Böylece, hareket daha gerçekçi bir zemine oturuyor.
Yalım Erez, önümüzdeki hafta Çiller'e, cebindeki imzaların kendisine verdiği güçle gidecek.
Çiller dışında bir DYP'linin Başbakanlığı için yeni hükümet önerisi götürecek.
Çiller'in bunu kabul etmemesi, galip ihtimaldir.
Bu hükümete angajedir.
Hele...
Kendisi dışında bir Başbakanlık ya da hükümete evet diyebilmesi - bence her şeye evet diyebilir - bu hesabı yapanlarca mümkün görünmüyor.
O zaman, Erez ve arkadaşlarının elleri rahatlamış olacak.
Başbakan'ın onlardan biri olması, şimdiden Yılmaz ve diğer liderler tarafından kabul edilmiş bulunmakta.
En kötü olasılık...
DYP'den ihraç edilmek üzere yetkili kurullara verilirler.
Onlar da, bunu beklemeden istifalarını işleme koyarlar.
Her iki halde de, bu 28 imzayla başlayacak hareketin, 80 kişilik bir gruba dönüşmesi bekleniyor.
Böylece Meclis aritmetiği kilidi açılıyor.

Bugüne kadar lidere karşı hareketler, genellikle başarıya ulaşmakta zorlanmıştır.
O nedenle bu hareketin, açık hedefi Tansu Çiller olarak gösterilmiyor.
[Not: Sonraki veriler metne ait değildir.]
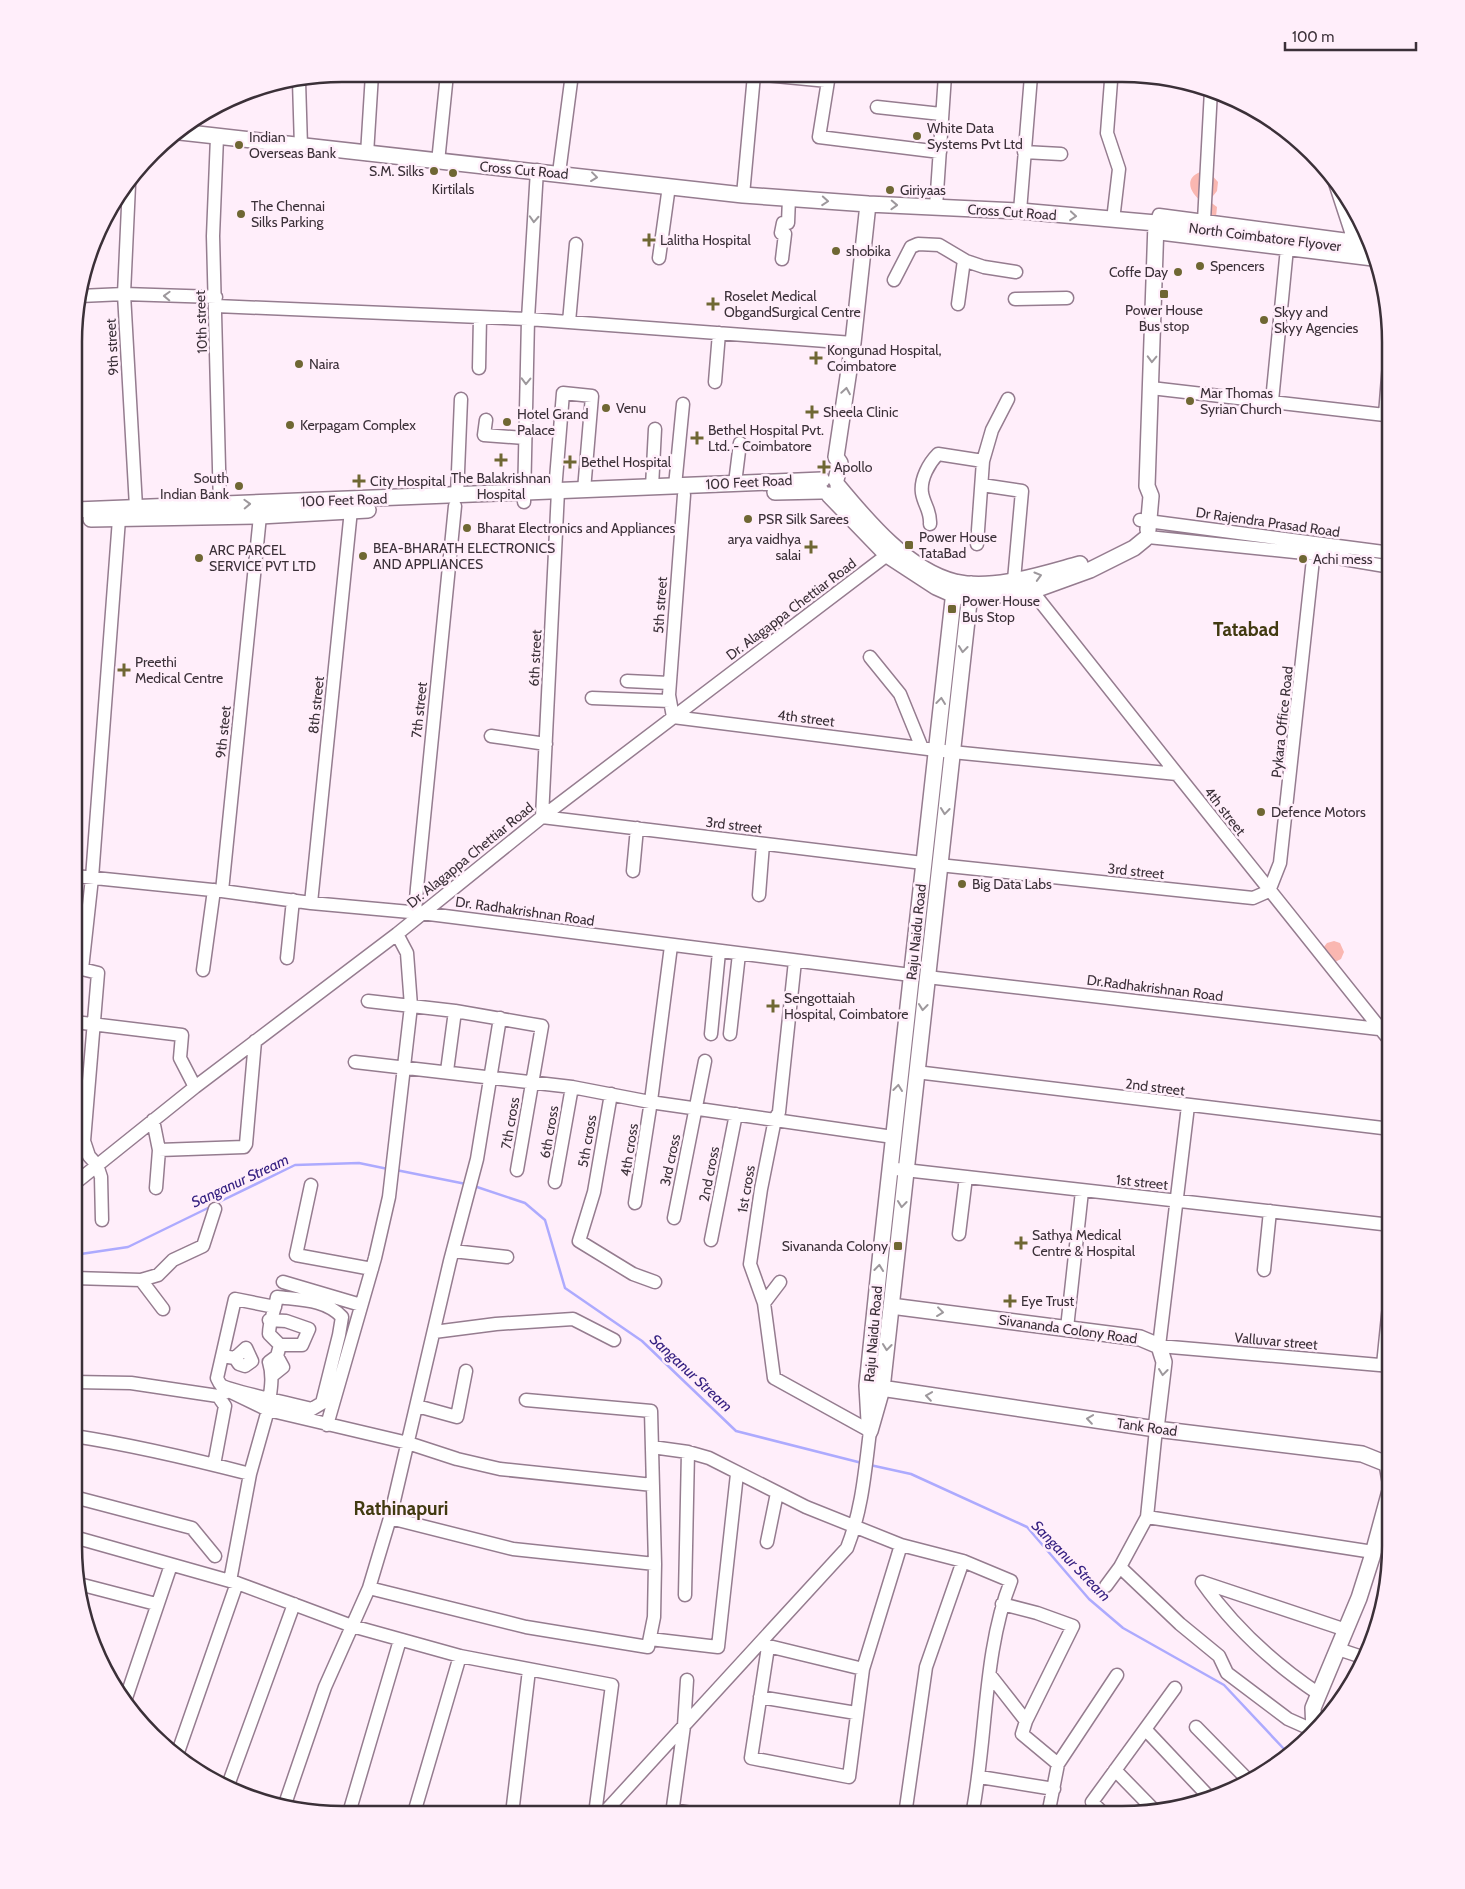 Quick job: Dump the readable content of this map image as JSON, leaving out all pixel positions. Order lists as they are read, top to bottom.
{
  "streets": {
    "main road": [
      "Cross Cut Road",
      "North Coimbatore Flyover",
      "100 Feet Road",
      "Raju Naidu Road",
      "Sivananda Colony Road",
      "Tank Road"
    ],
    "street": [
      "10th street",
      "9th street",
      "Dr Rajendra Prasad Road",
      "5th street",
      "Dr. Alagappa Chettiar Road",
      "6th street",
      "8th street",
      "7th street",
      "4th street",
      "Pykara Office Road",
      "9th steet",
      "3rd street",
      "Dr. Radhakrishnan Road",
      "Dr.Radhakrishnan Road",
      "2nd street",
      "7th cross",
      "6th cross",
      "5th cross",
      "4th cross",
      "3rd cross",
      "2nd cross",
      "1st street",
      "1st cross",
      "Valluvar street"
    ]
  },
  "crossings": [
    ["Cross Cut Road", "North Coimbatore Flyover"],
    ["Cross Cut Road", "10th street"],
    ["10th street", "100 Feet Road"],
    ["9th street", "100 Feet Road"],
    ["100 Feet Road", "5th street"],
    ["100 Feet Road", "6th street"],
    ["100 Feet Road", "8th street"],
    ["100 Feet Road", "7th street"],
    ["100 Feet Road", "9th steet"],
    ["5th street", "Dr. Alagappa Chettiar Road"],
    ["5th street", "4th street"],
    ["Dr. Alagappa Chettiar Road", "6th street"],
    ["Dr. Alagappa Chettiar Road", "7th street"],
    ["Dr. Alagappa Chettiar Road", "4th street"],
    ["Dr. Alagappa Chettiar Road", "3rd street"],
    ["Dr. Alagappa Chettiar Road", "Dr. Radhakrishnan Road"],
    ["6th street", "3rd street"],
    ["8th street", "Dr. Radhakrishnan Road"],
    ["7th street", "Dr. Radhakrishnan Road"],
    ["4th street", "Pykara Office Road"],
    ["4th street", "3rd street"],
    ["4th street", "Raju Naidu Road"],
    ["4th street", "Dr.Radhakrishnan Road"],
    ["Pykara Office Road", "3rd street"],
    ["9th steet", "Dr. Radhakrishnan Road"],
    ["3rd street", "Raju Naidu Road"],
    ["Dr. Radhakrishnan Road", "Raju Naidu Road"],
    ["Dr. Radhakrishnan Road", "Dr.Radhakrishnan Road"],
    ["Dr. Radhakrishnan Road", "4th cross"],
    ["Dr. Radhakrishnan Road", "1st cross"],
    ["Raju Naidu Road", "Dr.Radhakrishnan Road"],
    ["Raju Naidu Road", "2nd street"],
    ["Raju Naidu Road", "1st street"],
    ["Raju Naidu Road", "Sivananda Colony Road"],
    ["Raju Naidu Road", "Tank Road"],
    ["Sivananda Colony Road", "Valluvar street"]
  ],
  "one_way": ["Cross Cut Road", "Sivananda Colony Road", "Tank Road"],
  "districts": ["Tatabad", "Rathinapuri"],
  "water": ["Sanganur Stream"],
  "places": {
    "other": [
      "White Data Systems Pvt Ltd",
      "Indian Overseas Bank",
      "S.M. Silks",
      "Kirtilals",
      "Giriyaas",
      "The Chennai Silks Parking",
      "shobika",
      "Spencers",
      "Coffe Day",
      "Skyy and Skyy Agencies",
      "Naira",
      "Mar Thomas Syrian Church",
      "Venu",
      "Hotel Grand Palace",
      "Kerpagam Complex",
      "South Indian Bank",
      "PSR Silk Sarees",
      "Bharat Electronics and Appliances",
      "BEA-BHARATH ELECTRONICS AND APPLIANCES",
      "ARC PARCEL SERVICE PVT LTD",
      "Achi mess",
      "Defence Motors",
      "Big Data Labs"
    ],
    "health": [
      "Lalitha Hospital",
      "Roselet Medical ObgandSurgical Centre",
      "Kongunad Hospital, Coimbatore",
      "Sheela Clinic",
      "Bethel Hospital Pvt. Ltd. - Coimbatore",
      "The Balakrishnan Hospital",
      "Bethel Hospital",
      "Apollo",
      "City Hospital",
      "arya vaidhya salai",
      "Preethi Medical Centre",
      "Sengottaiah Hospital, Coimbatore",
      "Sathya Medical Centre & Hospital",
      "Eye Trust"
    ],
    "transit": [
      "Power House Bus stop",
      "Power House TataBad",
      "Power House Bus Stop",
      "Sivananda Colony"
    ]
  },
  "scale_bar": "100 m"
} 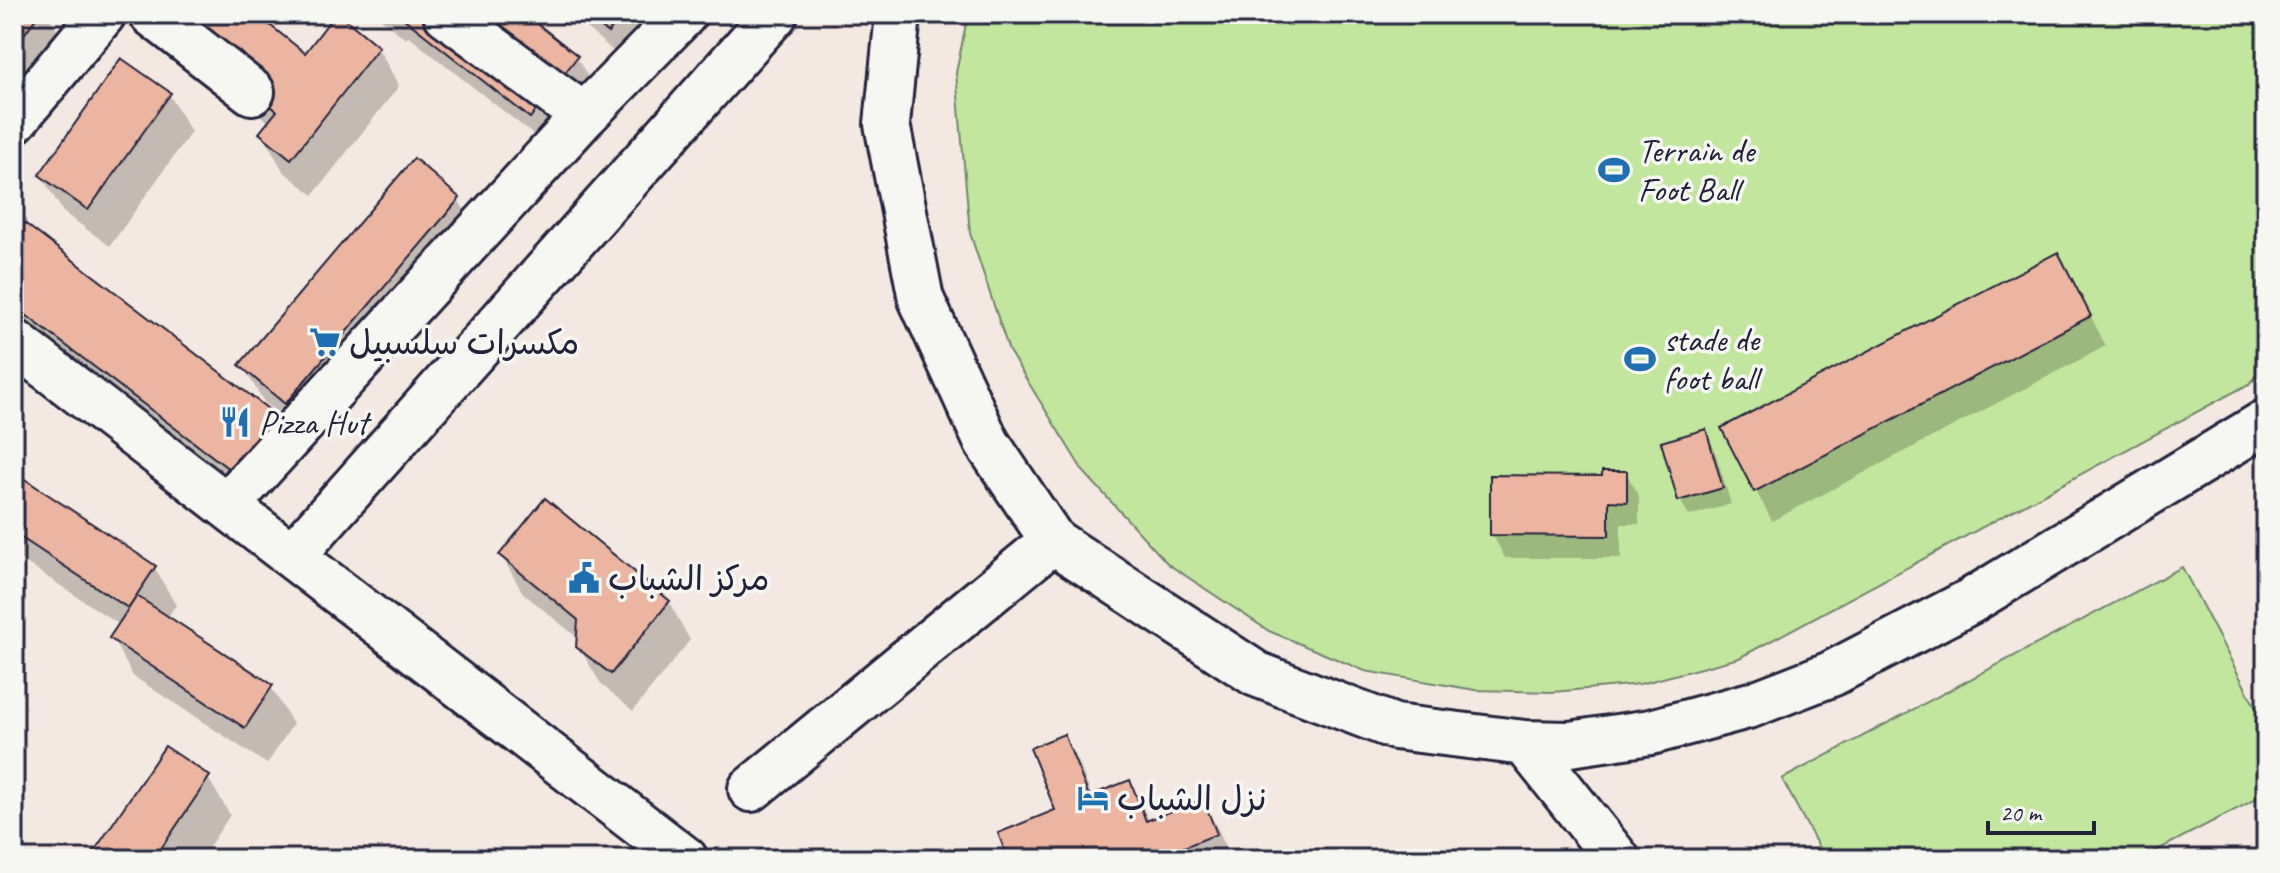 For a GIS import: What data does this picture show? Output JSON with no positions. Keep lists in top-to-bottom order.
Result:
{
  "places": {
    "sports": ["Terrain de Foot Ball", "stade de foot ball"],
    "supermarket": ["مكسرات سلسبيل"],
    "restaurant": ["Pizza Hut"],
    "public building": ["مركز الشباب"],
    "hotel": ["نزل الشباب"]
  },
  "scale_bar": "20 m"
} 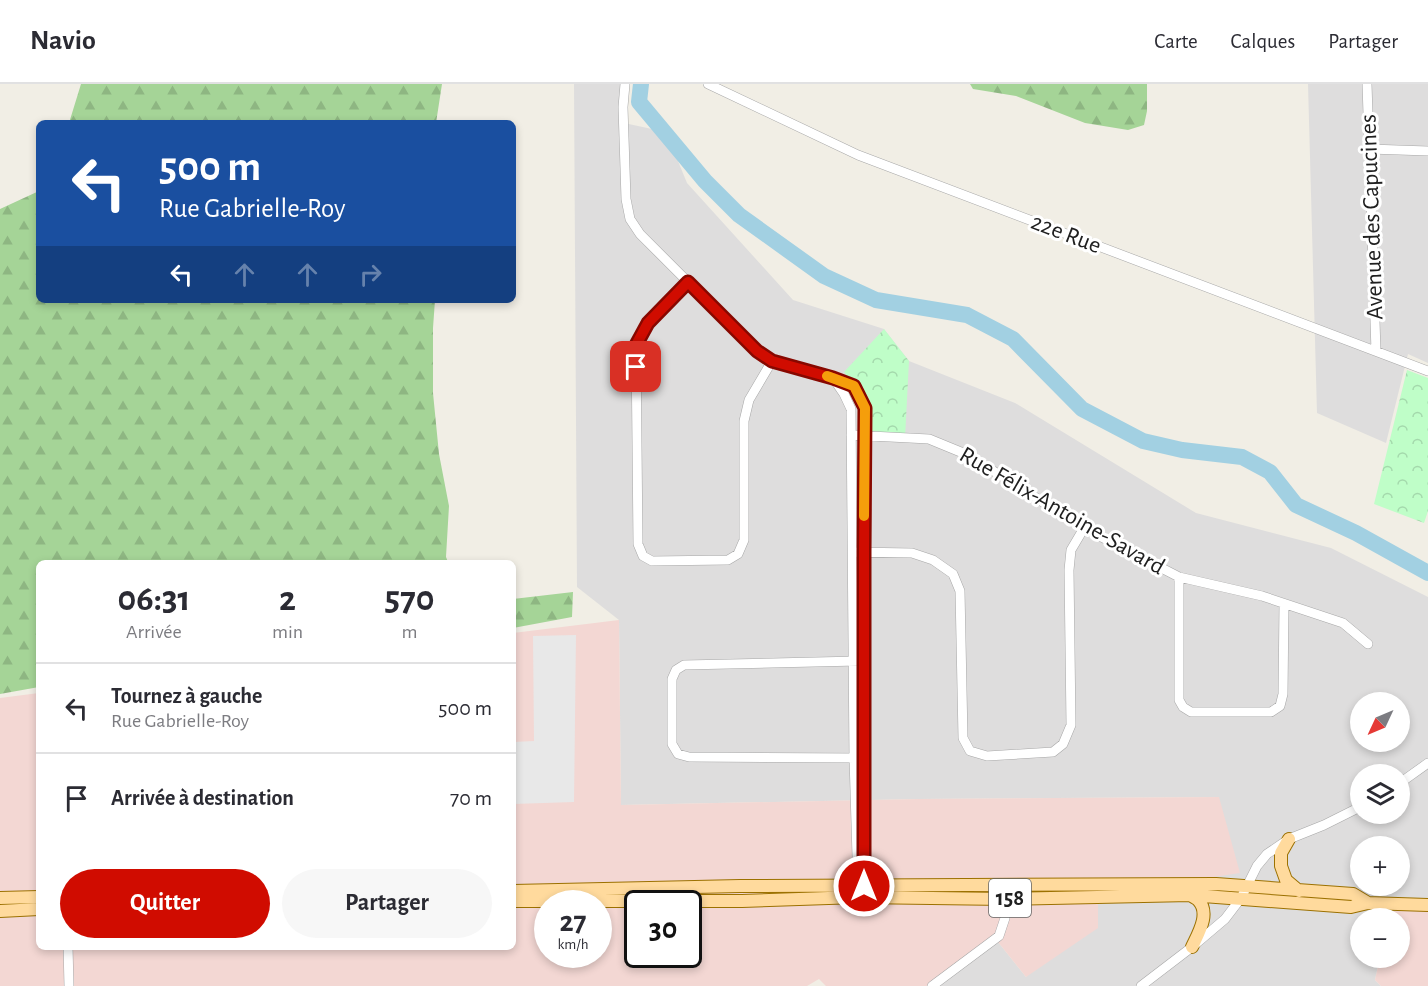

Yani... Üçüncü anahtarın adı HEDEF REFAHYOL...
Erez
ve arkadaşlarının hareketi, artık ayakta kalma hakkı ve takati kalmayan Refahyol'u devirmeyi amaçlıyor.
Hareket, kendini böyle tanımlıyor.
Zaten, şu günlerde Refahyol'un yürüyebileceğini - içtenlikle - kim söyleyebilir?
Öyle bir hükümet ki... 35 gündür toplanamıyor.
DYP'li bakanlar, Başbakan'ı, açıktan açığa "o Başbakan değil, RP Genel Başkanı" diye dışlıyorlar.
8 yıllık kesintisiz eğitimi, Başbakan Erbakan "imzalamayacağını" açıkça söylüyor.
Hem de bunun, ortak hükümeti bitirmek anlamına geleceğini bile bile.
Kısacası...
Bu iş hukuken değilse de, koalisyon ortaklarının beyinlerinde bile noktalanmış. Uzatmalar oynanıyor.

Erbakan ve kurmayları, 28 Şubat MGK toplantısından sonra bir değerlendirme yapmışlardı.
"8 yıl kesintisiz eğitime evet denirse bu hükümet yürüyecek miydi?
Yoksa...
MGK kararlarını tümüyle uygulasalar... Ağızlarıyla kuş tutsalar, iç ve dış bazı güçler tarafından gözden çıkarılmışlar mıydı?
Eğer ikinci olasılık doğruysa, 8 yıllık kesintisiz eğitime karşı tavır konurdu... Hiç değilse, oy yitirilmezdi."
Bu durum muhakemesi sürerken, haftalarca 8 yıl kesintisiz eğitim konusunda RP, kesin tavır koymadı.
Sözüm ona farklı, ama aslında eşgüdümlü söylemlerde bulunuldu.
Örneğin, Erbakan, "MGK kararlarının aynen uygulanacağını" söylerken... Partinin ılımlı boyutu Abdullah Gül, ara formülleri öneriyordu... Asiltürk gibi şahinler ise, kesin karşı tavır koyuyorlardı.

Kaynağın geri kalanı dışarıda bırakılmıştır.